Slopsquatting targets LLM coders with supply-chain attacks
Sometimes LLMs generate fake package names. Attackers know this, and publish fake packages under these hallucinated names.
Researchers have warned us about LLM package hallucinations for a while. But now, researchers have discovered that the LLM hallucinations are stable and frequent. 5-20% of package names (depending on the LLM) are fake. Attackers know this, and they are squatting on these fake names. They are doing this today.
To back up: In June of 2023 and June of 2024, security researchers explored LLMs hallucinating package names in popular languages. This was a variant of “typosquatting”, where an attacker publishes a package with an easily-confused name and waits for people to accidentally download it.
The idea behind the slopsquatting attack is simple:
LLMs generate code that reference nonexistant packages.
An attacker publishes packages under these names. Maybe there is a malicious payload now. Maybe a later update will have the malicious payload.

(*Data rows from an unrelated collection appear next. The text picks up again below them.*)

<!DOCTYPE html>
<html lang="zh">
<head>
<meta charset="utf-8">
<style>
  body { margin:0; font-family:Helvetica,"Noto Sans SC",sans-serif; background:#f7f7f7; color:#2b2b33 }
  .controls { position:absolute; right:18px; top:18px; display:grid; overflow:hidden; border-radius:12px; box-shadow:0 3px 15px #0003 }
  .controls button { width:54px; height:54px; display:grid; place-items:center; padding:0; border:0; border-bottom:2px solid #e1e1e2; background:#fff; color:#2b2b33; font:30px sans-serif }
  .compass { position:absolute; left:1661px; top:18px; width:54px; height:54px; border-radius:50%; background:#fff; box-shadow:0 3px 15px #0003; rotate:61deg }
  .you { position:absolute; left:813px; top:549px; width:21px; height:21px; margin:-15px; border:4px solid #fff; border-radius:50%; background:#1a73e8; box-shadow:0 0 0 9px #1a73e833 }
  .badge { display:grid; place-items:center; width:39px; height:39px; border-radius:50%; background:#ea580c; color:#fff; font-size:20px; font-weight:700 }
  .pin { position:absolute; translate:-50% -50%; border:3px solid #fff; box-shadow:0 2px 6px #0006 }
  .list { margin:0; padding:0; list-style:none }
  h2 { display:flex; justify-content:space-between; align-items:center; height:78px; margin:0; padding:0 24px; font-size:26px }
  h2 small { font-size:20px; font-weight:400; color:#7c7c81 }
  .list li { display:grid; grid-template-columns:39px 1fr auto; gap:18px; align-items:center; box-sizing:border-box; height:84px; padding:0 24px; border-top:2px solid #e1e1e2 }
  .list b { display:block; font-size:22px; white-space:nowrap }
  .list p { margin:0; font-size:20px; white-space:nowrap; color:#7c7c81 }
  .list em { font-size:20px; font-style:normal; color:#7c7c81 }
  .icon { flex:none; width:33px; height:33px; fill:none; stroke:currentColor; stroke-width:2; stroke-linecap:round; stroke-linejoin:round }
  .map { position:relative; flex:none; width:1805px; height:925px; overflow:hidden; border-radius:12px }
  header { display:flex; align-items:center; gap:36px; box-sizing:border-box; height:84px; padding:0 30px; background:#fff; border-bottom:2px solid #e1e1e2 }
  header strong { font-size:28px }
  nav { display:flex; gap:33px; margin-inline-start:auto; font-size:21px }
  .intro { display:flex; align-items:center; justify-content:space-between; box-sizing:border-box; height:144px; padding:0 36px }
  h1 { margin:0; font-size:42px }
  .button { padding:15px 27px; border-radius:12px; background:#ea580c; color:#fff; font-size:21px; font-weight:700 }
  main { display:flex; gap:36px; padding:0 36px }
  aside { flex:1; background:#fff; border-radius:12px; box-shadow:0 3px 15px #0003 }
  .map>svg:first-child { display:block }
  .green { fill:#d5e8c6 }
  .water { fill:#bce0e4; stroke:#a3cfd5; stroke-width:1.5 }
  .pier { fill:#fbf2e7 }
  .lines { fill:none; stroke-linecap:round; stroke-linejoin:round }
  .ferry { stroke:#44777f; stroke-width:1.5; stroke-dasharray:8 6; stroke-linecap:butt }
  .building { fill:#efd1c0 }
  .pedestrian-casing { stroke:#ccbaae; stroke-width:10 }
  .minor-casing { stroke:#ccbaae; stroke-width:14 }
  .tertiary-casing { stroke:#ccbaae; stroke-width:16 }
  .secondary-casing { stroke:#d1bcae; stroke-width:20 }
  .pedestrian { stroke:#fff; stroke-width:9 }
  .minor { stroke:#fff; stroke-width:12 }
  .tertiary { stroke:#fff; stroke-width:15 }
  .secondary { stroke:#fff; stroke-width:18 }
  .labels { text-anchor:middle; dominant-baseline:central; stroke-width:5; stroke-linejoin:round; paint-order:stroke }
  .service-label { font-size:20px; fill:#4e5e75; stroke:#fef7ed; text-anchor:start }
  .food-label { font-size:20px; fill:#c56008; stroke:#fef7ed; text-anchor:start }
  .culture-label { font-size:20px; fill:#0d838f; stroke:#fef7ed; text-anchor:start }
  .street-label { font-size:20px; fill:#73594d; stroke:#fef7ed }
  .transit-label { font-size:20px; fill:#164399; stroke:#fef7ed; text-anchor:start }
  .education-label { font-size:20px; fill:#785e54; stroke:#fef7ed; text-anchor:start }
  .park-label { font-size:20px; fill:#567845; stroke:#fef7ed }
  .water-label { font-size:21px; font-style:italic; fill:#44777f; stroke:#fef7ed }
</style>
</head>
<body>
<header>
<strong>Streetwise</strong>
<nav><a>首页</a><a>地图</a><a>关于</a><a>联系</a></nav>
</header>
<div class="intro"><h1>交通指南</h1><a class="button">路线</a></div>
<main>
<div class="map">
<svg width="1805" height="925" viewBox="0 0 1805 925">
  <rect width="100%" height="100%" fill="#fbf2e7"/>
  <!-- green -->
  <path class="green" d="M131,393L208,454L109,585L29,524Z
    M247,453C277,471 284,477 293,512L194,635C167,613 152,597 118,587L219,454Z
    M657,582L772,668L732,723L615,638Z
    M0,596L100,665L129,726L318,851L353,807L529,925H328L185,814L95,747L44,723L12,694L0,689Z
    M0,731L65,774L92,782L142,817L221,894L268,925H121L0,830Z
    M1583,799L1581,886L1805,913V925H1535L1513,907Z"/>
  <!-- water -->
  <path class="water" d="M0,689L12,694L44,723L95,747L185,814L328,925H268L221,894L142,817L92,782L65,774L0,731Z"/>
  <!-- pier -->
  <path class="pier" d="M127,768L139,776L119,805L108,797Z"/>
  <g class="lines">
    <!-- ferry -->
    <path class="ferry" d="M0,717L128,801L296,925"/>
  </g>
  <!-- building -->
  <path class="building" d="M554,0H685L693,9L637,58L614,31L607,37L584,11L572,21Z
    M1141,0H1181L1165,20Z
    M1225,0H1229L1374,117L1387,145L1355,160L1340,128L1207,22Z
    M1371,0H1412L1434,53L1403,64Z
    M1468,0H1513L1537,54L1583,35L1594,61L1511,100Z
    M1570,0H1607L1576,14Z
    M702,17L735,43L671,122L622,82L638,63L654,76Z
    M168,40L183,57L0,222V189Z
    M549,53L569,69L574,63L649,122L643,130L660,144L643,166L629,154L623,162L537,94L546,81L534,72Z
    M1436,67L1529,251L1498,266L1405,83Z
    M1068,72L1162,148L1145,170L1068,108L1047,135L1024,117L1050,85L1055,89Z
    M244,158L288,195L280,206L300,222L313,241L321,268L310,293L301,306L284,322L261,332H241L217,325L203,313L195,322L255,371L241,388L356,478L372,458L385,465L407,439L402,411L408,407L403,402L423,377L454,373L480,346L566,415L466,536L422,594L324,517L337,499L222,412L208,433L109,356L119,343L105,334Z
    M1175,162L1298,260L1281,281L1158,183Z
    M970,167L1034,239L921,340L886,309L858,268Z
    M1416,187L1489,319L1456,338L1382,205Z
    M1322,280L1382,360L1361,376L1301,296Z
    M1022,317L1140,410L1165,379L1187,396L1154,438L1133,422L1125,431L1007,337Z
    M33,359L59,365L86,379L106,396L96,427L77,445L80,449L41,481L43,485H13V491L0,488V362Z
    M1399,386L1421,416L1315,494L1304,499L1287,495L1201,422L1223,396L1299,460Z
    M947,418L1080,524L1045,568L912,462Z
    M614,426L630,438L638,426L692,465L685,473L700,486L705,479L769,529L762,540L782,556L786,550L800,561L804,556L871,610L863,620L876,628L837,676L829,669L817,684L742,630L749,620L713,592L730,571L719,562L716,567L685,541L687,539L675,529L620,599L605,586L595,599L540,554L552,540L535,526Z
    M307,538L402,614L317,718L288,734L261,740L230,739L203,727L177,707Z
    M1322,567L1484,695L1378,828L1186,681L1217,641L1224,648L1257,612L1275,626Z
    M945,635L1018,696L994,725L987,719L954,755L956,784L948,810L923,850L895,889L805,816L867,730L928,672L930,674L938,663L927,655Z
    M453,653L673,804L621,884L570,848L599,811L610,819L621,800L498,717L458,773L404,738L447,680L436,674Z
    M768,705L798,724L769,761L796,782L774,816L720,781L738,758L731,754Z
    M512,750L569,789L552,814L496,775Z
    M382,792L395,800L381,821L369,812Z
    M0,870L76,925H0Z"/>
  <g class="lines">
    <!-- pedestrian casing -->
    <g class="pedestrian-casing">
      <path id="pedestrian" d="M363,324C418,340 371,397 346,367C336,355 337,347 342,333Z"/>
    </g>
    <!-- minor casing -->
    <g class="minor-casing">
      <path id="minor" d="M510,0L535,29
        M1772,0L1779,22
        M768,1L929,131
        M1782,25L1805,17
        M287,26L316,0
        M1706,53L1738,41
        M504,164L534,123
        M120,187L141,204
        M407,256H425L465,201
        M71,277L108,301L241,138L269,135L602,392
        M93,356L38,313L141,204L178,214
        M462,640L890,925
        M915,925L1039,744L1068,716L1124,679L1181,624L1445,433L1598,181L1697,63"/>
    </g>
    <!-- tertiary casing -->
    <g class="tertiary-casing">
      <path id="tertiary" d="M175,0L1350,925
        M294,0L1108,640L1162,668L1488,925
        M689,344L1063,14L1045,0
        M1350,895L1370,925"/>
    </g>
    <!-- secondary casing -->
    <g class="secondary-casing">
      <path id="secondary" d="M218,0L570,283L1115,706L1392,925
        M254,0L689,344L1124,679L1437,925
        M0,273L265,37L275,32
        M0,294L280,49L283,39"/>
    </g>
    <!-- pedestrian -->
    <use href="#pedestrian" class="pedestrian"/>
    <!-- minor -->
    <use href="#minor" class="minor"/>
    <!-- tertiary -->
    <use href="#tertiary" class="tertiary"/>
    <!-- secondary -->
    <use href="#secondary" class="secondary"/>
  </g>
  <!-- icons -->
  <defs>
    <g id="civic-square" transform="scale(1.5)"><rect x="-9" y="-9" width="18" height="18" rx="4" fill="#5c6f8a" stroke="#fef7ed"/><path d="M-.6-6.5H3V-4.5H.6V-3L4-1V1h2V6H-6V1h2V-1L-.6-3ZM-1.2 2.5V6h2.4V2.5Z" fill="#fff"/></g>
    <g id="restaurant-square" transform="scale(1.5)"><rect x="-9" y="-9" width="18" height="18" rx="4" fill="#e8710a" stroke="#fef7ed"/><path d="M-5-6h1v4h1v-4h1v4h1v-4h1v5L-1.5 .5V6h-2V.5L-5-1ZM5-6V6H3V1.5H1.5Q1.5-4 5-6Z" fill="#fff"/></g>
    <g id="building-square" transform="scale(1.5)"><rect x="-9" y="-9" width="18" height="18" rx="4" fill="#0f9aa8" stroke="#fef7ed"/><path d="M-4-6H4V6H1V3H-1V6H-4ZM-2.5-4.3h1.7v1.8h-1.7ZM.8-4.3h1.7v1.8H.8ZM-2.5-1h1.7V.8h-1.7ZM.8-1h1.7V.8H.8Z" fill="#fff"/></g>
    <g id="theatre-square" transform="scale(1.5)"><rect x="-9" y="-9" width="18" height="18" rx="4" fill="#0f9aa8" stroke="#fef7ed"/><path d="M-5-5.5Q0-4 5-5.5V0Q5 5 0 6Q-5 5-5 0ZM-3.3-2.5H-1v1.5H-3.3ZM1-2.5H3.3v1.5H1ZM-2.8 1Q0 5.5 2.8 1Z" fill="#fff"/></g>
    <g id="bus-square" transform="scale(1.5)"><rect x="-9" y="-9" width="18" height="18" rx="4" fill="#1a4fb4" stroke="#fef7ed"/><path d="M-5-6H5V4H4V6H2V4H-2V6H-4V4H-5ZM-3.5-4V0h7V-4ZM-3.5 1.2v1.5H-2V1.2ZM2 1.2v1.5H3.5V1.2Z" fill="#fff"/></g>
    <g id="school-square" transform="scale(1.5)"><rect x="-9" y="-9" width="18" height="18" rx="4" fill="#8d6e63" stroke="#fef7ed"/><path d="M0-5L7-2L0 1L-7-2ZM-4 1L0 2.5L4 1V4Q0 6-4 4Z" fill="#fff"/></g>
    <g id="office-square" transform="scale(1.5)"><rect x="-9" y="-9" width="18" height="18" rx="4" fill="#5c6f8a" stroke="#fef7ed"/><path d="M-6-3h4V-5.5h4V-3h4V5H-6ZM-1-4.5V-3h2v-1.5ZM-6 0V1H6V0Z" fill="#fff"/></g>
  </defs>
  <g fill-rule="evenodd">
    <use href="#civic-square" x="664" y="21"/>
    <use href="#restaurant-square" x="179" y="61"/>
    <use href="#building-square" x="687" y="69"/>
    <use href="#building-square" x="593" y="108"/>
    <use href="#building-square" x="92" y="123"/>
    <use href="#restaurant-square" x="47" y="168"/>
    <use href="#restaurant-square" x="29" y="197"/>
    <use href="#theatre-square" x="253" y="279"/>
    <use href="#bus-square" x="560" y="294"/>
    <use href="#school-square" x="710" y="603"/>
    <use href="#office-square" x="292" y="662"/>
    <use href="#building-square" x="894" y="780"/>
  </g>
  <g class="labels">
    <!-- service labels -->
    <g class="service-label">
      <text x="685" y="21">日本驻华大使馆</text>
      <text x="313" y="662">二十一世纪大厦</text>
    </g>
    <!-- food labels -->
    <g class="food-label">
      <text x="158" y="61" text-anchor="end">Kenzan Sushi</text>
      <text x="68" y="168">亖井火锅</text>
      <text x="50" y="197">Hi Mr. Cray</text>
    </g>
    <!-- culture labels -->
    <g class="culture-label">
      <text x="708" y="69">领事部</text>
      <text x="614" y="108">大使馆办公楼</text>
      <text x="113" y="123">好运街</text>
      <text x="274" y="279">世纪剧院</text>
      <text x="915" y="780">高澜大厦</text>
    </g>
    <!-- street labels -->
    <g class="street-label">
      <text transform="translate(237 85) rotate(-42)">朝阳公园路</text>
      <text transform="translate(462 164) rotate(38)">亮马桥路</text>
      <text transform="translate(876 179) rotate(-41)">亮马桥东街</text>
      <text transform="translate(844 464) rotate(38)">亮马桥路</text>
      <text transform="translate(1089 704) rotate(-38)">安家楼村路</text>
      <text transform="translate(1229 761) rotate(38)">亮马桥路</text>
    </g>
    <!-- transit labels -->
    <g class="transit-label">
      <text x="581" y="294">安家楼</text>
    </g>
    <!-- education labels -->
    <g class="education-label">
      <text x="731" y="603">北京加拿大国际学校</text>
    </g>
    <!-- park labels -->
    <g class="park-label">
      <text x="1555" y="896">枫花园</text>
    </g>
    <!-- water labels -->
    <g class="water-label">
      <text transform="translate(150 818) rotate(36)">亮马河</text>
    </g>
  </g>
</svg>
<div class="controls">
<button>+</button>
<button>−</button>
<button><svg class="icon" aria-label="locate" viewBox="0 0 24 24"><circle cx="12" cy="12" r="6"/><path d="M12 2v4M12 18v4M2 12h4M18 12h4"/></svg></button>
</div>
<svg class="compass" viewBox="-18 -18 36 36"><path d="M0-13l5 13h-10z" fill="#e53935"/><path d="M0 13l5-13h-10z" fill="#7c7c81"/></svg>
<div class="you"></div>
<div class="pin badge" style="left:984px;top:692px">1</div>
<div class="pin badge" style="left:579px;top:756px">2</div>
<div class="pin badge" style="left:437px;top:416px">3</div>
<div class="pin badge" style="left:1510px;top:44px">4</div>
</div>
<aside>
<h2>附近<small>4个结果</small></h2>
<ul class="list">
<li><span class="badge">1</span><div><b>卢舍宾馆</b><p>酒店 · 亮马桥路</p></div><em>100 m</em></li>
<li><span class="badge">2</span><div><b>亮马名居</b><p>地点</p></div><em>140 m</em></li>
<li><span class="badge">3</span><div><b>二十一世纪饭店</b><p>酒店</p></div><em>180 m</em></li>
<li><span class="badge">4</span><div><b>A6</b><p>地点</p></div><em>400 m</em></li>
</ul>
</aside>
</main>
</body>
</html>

A developer generates code containing the fake package name.
The package exists and seems to work. The developer accepts the changes into their project.
To prove their point, one of the researchers published a fake empty package under the name huggingface-cli
.
The result, he claims, is that
huggingface-cli
received more than 15,000 authentic downloads in the three months it has been available."In addition, we conducted a search on GitHub to determine whether this package was utilized within other companies' repositories," Lanyado said in the write-up for his experiment.
"Our findings revealed that several large companies either use or recommend this package in their repositories. For instance, instructions for installing this package can be found in the README of a repository dedicated to research conducted by Alibaba."
Alibaba did not respond to a request for comment.
Lanyado also said that there was a Hugging Face-owned project that incorporated the fake huggingface-cli, but that was removed after he alerted the biz.
And I have some sympathy for the Hugging Face employee that added a dependency to the fake package1. It’s lazy to point a finger at them. However, the modern package manager situation is unbelievable. I’m supposed to just download these third-party libraries with dozens of dependencies across dozens of authors and hope that it’s going to all work out in the end? You’ll wake up screaming every night if you think too hard about it.
A fake package with a plausible name is fine. But how often do LLMs actually cause this to happen? Thanks to researchers, now we have some data.
First, LLMs hallucinate fake packages a lot.
In a recent study, researchers found that about 5.2 percent of package suggestions from commercial models didn't exist, compared to 21.7 percent from open source or openly available models.
The names they hallucinate tend to be persistent.
The recurrence appears to follow a bimodal pattern - some hallucinated names show up repeatedly when prompts are re-run, while others vanish entirely - suggesting certain prompts reliably produce the same phantom packages.
As noted by security firm Socket recently, the academic researchers who explored the subject last year found that re-running the same hallucination-triggering prompt ten times resulted in 43 percent of hallucinated packages being repeated every time and 39 percent never reappearing.
The researchers also noted that open-source models tended to hallucinate package names about 4 times as often as their commercial counterparts. So, as of September 2024 — which is when this research was published — you get what you pay for.
“But that was September, and it’s April now! The LLM world moves so fast! Surely all of the models have had time to adapt.” If you believe that then don’t check your dependencies. That’s way higher than my own personal risk tolerance. Personally, I’m going to keep reviewing the code that they generate until I’m made obsolete as a reviewer.
But take heart! People are doing this in the wild and training each other.
He also noted that recently a threat actor using the name "_Iain" published a playbook on a dark web forum detailing how to build a blockchain-based botnet using malicious npm packages.
Aboukhadijeh explained that _Iain "automated the creation of thousands of typo-squatted packages (many targeting crypto libraries) and even used ChatGPT to generate realistic-sounding variants of real package names at scale. He shared video tutorials walking others through the process, from publishing the packages to executing payloads on infected machines via a GUI. It’s a clear example of how attackers are weaponizing AI to accelerate software supply chain attacks."
I tried to find these videos, but this was futile since I don’t know anything about the dark web. The extent of my l33t haxxing was running a ton of search queries against Bing and Yandex instead of Google.
I think the only silver lining is that this guy is selling video courses. If he were wildly successful with this approach he wouldn’t need to grind out the videos to make extra money. But you know what they say about attacks: they never get worse. They only get better and better.
As long as they didn’t have YOLO mode enabled. Not even once.